EXERCISE MATERIALS section start
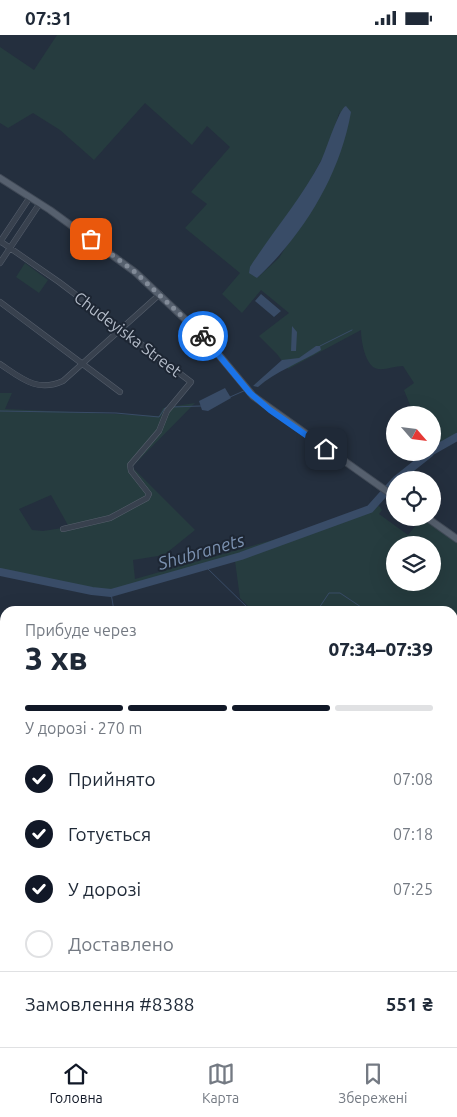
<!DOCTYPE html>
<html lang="uk">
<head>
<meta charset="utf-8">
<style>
  body { margin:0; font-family:Ubuntu,sans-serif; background:#f2f2f3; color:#1f2937; height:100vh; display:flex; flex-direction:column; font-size:19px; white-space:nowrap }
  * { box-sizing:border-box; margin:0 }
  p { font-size:16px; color:#747a83 }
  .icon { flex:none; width:28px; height:28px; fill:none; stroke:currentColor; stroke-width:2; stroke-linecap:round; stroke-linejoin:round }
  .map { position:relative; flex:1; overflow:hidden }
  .panel { position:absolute; left:0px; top:571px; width:458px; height:441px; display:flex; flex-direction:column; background:#fff; border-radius:15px 15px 0 0; box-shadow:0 5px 20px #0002 }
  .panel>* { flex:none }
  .needle { width:32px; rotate:118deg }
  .controls { position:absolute; left:386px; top:371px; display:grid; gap:10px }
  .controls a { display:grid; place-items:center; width:55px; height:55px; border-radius:50%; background:#fff; box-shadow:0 5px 20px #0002; font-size:25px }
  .pin { position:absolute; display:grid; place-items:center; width:42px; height:42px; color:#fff; margin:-21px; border-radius:10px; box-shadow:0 2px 8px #0006 }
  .courier { position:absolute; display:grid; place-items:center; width:50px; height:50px; margin:-25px; border:4px solid #1a73e8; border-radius:50%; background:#fff; color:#222; box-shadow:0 1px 6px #0007 }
  .summary em { font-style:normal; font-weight:800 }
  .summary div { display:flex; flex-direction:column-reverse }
  .summary { display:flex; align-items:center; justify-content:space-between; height:85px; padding:0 25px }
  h1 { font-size:32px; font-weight:800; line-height:38px }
  .bar { display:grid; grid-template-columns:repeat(4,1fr); gap:8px 5px; align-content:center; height:60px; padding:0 25px }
  .bar i { height:6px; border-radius:4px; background:#e0e1e3 }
  .bar .active { background:#111827 }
  .bar p { grid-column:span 4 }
  .line { display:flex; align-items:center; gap:12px; padding:0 25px; border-top:1px solid #e0e1e3 }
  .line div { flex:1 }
  ol { padding:0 25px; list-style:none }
  li { display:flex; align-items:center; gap:15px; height:55px }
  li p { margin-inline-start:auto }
  li .icon { padding:5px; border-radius:50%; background:#111827; color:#fff; stroke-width:4 }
  li:last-child { color:#747a83 }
  li i { width:28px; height:28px; border:2px solid #e0e1e3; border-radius:50% }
  .status { display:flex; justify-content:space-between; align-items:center; height:35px; padding:0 25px; background:#fff; direction:ltr }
  .status svg { height:14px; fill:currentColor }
  .tab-bar { display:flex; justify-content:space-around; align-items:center; height:70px; border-top:1px solid #e0e1e3; background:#fff; font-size:14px; color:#747a83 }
  .tab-bar a { display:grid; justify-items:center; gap:2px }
  .tab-bar .active { color:#111827 }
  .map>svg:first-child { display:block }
  .green { fill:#263c3f; fill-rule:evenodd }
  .water { fill:#394c67 }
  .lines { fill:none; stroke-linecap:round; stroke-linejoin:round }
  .stream { stroke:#394c67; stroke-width:1 }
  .river { stroke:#394c67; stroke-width:8 }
  .minor-casing { stroke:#565f6c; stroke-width:6 }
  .major-casing { stroke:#414a57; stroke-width:8 }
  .minor { stroke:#38414e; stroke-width:5 }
  .major { stroke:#56606e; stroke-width:6 }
  .done { stroke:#828b98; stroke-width:5; stroke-dasharray:0 9 }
  .route { stroke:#1a73e8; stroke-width:6 }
  .labels { text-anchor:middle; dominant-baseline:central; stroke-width:4; stroke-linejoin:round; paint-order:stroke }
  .street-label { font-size:16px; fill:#b4bcc9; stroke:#1d2633 }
  .water-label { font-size:18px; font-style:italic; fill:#7c92b1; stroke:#1d2633 }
</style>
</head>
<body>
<div class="status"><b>07:31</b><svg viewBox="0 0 49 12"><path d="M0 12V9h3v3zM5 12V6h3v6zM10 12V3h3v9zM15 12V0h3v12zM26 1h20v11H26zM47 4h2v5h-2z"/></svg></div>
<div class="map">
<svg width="457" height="1012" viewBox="0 0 457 1012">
  <rect width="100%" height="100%" fill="#242f3e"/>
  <path class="green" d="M57,0H457V404L438,417L425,419L432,418V380H414L404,355L414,348L403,331C395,331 386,335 378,334C365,332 361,305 361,295L288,334L277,319L259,301L289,278L261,255L242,278L222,259L240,238L185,193L207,169L191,157L230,112L207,91L192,110L145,68L94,125L60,95L33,78L8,93L0,88V12L34,35ZM340,75L328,145L279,223L257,243L329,111Z
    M25,228L48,245L39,258L16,242Z
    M0,358H12L5,374L159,381L163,373L195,368L132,432L195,495L164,520L133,525L135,544L304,496L369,472L374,467L380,472L382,475L379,479L408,500L422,483L431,482L457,500V899L453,905L452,576H253L240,563L235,526L114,560L91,558L0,537ZM51,460L69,492L43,496L32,495L19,474ZM395,510H432V548H395Z"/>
  <path class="water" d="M346,71L351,77C340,140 304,199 257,243L249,238L250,232C273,196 301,164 321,126C326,116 339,73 346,71Z
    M261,259L281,276L274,282L255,266Z
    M292,291L297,297L296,316H291Z
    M316,311H320L321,315C301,327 275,337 258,352L253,351L282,325L299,323Z
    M225,353L231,363L208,376L202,375L199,366Z"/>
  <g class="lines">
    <path class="stream" d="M320,311L352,295
      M230,362L246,355
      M172,372L201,371
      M0,376L116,378L159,382L165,373H168
      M205,531L251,576
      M111,558L114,576
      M317,576L329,558H340L367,576
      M452,621L457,623
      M452,853L457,858
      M452,886L457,879
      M0,1000H5
      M42,1008L43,1012
      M146,1008L152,1012
      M91,1012L107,1008"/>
    <path class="river" d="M432,416L457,402
      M396,445L430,418
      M0,537L92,556L111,558L241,521L370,474L395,446"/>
    <g class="minor-casing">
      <path id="minor" d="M0,206L59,247L191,347L167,376L159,396L130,430L131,436L149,459L147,463L110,483L63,494
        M0,207L30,162
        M0,228L40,168
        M0,267L120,357
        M0,329C21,343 37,358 63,346L160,259
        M452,903L457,896
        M0,925L5,922
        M266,1008L269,1012
        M324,1008L325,1012"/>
    </g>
    <g class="major-casing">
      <path id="major" d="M0,143L50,175L135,237L204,302L253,361L395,462
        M426,482L457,504"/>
    </g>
    <use href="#minor" class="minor"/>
    <use href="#major" class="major"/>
  </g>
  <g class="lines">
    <path class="done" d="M91,204L135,237L203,301"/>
    <path class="route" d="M203,301L250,358L270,375L326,414"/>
  </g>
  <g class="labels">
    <g class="street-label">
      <text transform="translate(128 299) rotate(37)">Chudeyiska Street</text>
    </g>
    <g class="water-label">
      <text transform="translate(201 516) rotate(-16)">Shubranets</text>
    </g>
  </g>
</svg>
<div class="controls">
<a><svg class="needle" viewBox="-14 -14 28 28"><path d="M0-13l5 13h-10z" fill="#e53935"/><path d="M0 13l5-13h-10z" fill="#747a83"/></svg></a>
<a><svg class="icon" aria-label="locate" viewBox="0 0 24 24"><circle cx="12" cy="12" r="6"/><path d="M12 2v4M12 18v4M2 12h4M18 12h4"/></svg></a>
<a><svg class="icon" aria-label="layers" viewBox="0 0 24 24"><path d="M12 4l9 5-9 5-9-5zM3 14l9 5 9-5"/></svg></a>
</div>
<div class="pin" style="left:91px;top:204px;background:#ea580c"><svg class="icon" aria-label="bag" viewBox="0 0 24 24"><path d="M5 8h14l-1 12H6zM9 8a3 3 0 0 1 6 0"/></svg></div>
<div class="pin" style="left:326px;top:414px;background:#1f2937"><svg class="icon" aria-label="home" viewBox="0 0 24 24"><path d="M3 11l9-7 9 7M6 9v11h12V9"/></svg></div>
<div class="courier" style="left:203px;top:301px"><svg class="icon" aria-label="bike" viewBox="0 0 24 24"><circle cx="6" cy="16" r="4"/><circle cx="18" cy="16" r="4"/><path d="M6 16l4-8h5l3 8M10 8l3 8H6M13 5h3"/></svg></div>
<section class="panel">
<div class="summary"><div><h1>3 хв</h1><p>Прибуде через</p></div><em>07:34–07:39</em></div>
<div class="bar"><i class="active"></i><i class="active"></i><i class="active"></i><i></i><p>У дорозі · 270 m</p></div>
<ol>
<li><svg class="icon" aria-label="check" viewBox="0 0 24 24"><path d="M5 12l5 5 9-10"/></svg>Прийнято<p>07:08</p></li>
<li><svg class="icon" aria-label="check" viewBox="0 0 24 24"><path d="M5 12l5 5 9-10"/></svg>Готується<p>07:18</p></li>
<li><svg class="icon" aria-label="check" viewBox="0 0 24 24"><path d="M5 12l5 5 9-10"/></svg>У дорозі<p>07:25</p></li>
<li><i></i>Доставлено</li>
</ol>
<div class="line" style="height:65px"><div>Замовлення #8388</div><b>551 ₴</b></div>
</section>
</div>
<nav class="tab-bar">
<a class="active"><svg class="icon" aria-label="home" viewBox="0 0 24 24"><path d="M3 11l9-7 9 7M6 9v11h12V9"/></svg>Головна</a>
<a><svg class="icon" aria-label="map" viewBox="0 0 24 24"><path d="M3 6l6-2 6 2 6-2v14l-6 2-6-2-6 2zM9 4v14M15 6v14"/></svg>Карта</a>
<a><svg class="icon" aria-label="saved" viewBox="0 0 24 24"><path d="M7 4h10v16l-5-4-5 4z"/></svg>Збережені</a>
</nav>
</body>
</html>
EXERCISE MATERIALS section end
__WHAT YOU ARE ASKED TO DO__
Report the number of lines in the entries above that include the string "дорозі". Give nothing but the number.

__OUTPUT BELOW__
2